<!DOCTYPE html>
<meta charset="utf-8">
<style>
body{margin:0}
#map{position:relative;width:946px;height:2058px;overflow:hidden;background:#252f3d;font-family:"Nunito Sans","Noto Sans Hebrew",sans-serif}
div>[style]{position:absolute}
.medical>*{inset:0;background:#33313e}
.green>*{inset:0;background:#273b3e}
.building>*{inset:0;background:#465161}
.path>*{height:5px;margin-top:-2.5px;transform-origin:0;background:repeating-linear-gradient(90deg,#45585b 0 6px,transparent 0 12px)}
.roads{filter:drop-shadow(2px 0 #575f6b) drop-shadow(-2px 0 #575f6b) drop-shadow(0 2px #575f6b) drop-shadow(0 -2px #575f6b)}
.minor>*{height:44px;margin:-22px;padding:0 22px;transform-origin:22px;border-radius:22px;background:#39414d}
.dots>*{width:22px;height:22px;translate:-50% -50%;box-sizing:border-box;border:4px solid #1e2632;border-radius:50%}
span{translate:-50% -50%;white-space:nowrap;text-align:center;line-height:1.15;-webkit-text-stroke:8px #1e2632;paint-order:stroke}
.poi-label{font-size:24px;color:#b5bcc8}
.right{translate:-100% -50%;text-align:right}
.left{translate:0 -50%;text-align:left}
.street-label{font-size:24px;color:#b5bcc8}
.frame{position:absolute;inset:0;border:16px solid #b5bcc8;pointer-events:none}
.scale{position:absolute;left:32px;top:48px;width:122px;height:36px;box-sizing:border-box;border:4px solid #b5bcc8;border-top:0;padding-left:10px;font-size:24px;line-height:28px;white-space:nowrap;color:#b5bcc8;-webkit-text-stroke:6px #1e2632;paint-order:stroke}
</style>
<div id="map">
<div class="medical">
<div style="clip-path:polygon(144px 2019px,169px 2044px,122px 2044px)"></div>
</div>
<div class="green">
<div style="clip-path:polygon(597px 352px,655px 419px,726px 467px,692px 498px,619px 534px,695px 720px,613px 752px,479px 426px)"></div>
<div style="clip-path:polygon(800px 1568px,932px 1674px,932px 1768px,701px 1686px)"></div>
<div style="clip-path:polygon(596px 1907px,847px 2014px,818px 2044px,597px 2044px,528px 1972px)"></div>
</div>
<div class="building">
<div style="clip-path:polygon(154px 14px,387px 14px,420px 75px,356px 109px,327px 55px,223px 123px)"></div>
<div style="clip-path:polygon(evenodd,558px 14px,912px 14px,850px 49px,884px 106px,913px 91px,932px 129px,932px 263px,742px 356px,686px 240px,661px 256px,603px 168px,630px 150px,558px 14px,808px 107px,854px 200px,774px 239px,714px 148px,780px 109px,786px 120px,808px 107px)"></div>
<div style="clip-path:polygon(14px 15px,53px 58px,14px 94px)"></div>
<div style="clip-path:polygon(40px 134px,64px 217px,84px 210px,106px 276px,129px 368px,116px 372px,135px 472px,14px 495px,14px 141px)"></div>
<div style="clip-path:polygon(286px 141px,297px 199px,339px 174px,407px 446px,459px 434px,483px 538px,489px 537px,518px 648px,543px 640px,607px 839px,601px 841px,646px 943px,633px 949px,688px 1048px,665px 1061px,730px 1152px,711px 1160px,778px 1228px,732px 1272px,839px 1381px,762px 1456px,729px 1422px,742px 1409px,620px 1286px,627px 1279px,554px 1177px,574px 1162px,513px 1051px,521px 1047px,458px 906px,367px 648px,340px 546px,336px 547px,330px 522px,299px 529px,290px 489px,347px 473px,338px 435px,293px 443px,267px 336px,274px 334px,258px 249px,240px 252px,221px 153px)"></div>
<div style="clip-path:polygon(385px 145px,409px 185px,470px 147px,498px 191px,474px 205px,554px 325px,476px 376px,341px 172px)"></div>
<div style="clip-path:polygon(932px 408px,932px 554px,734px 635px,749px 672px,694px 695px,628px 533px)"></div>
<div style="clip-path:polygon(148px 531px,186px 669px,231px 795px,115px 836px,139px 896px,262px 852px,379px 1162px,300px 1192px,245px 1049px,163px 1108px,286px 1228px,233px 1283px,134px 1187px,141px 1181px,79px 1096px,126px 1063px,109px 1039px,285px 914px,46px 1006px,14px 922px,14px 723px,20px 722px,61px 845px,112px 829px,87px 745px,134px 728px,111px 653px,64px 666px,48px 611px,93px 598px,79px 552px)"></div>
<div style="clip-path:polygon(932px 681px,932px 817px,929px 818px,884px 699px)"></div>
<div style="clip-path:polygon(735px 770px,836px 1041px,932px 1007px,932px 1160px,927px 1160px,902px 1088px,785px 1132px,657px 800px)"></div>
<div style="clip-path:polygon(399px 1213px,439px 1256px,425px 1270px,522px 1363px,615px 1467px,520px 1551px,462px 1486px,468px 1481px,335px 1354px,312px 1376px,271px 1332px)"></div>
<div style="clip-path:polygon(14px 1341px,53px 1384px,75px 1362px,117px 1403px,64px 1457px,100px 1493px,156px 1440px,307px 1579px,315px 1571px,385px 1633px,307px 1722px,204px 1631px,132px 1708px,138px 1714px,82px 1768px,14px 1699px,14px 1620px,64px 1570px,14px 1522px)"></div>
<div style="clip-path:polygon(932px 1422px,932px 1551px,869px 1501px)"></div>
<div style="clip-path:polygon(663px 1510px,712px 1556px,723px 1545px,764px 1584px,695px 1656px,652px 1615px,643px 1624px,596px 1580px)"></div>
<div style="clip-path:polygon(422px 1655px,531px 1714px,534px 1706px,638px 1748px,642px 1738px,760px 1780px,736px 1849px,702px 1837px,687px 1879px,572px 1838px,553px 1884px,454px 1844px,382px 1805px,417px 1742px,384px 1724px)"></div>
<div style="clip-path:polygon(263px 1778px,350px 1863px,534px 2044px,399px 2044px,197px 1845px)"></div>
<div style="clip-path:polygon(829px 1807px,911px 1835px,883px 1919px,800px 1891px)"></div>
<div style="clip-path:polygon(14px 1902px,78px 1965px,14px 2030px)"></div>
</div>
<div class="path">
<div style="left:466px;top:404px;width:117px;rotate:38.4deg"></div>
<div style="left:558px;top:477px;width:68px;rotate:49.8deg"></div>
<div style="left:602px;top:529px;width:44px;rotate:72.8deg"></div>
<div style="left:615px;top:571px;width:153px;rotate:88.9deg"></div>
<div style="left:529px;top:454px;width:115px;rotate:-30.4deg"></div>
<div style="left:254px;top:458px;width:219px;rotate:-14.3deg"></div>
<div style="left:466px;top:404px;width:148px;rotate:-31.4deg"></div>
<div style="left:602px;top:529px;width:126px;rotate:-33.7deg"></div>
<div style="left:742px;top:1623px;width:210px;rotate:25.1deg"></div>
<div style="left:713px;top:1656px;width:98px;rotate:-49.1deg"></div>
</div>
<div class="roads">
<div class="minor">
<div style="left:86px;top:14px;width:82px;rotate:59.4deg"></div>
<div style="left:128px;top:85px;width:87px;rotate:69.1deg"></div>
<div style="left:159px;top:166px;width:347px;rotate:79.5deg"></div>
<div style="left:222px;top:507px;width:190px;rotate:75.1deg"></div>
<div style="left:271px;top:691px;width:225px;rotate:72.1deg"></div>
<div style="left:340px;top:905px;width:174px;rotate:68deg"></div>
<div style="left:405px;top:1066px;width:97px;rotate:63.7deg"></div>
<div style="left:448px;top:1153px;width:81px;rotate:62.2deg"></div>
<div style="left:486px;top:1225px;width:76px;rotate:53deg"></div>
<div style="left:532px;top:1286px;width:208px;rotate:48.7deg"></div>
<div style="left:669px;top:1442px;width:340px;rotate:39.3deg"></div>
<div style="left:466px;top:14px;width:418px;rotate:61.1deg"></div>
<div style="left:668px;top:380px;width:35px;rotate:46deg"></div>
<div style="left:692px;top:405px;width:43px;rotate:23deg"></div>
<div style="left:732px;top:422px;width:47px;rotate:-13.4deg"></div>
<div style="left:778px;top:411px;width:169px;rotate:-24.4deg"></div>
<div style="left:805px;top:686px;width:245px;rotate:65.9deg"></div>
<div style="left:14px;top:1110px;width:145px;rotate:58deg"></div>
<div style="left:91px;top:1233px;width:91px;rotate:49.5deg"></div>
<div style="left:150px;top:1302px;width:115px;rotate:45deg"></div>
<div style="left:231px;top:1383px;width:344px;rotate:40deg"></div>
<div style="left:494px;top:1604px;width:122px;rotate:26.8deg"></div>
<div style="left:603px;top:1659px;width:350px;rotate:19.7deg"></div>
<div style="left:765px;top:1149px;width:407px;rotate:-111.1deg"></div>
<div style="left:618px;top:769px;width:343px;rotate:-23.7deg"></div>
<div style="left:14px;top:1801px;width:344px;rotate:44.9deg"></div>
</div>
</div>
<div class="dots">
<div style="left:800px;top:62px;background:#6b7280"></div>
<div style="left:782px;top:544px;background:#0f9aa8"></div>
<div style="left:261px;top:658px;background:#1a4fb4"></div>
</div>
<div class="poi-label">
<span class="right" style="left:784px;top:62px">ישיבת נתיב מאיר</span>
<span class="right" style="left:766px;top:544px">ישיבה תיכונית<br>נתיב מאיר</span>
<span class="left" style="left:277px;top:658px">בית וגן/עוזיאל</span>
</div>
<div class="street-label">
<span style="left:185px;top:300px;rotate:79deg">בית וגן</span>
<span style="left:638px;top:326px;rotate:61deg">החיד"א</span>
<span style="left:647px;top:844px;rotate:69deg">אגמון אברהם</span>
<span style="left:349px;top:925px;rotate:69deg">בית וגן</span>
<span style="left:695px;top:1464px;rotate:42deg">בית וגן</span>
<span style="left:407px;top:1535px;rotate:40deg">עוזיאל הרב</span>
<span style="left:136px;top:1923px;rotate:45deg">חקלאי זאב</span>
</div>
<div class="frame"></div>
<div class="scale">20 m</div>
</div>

» **Exercise description**
When a line in the data holds the word "עוזיאל", show that line.

» **Reply to the task**
<span class="left" style="left:277px;top:658px">בית וגן/עוזיאל</span>
<span style="left:407px;top:1535px;rotate:40deg">עוזיאל הרב</span>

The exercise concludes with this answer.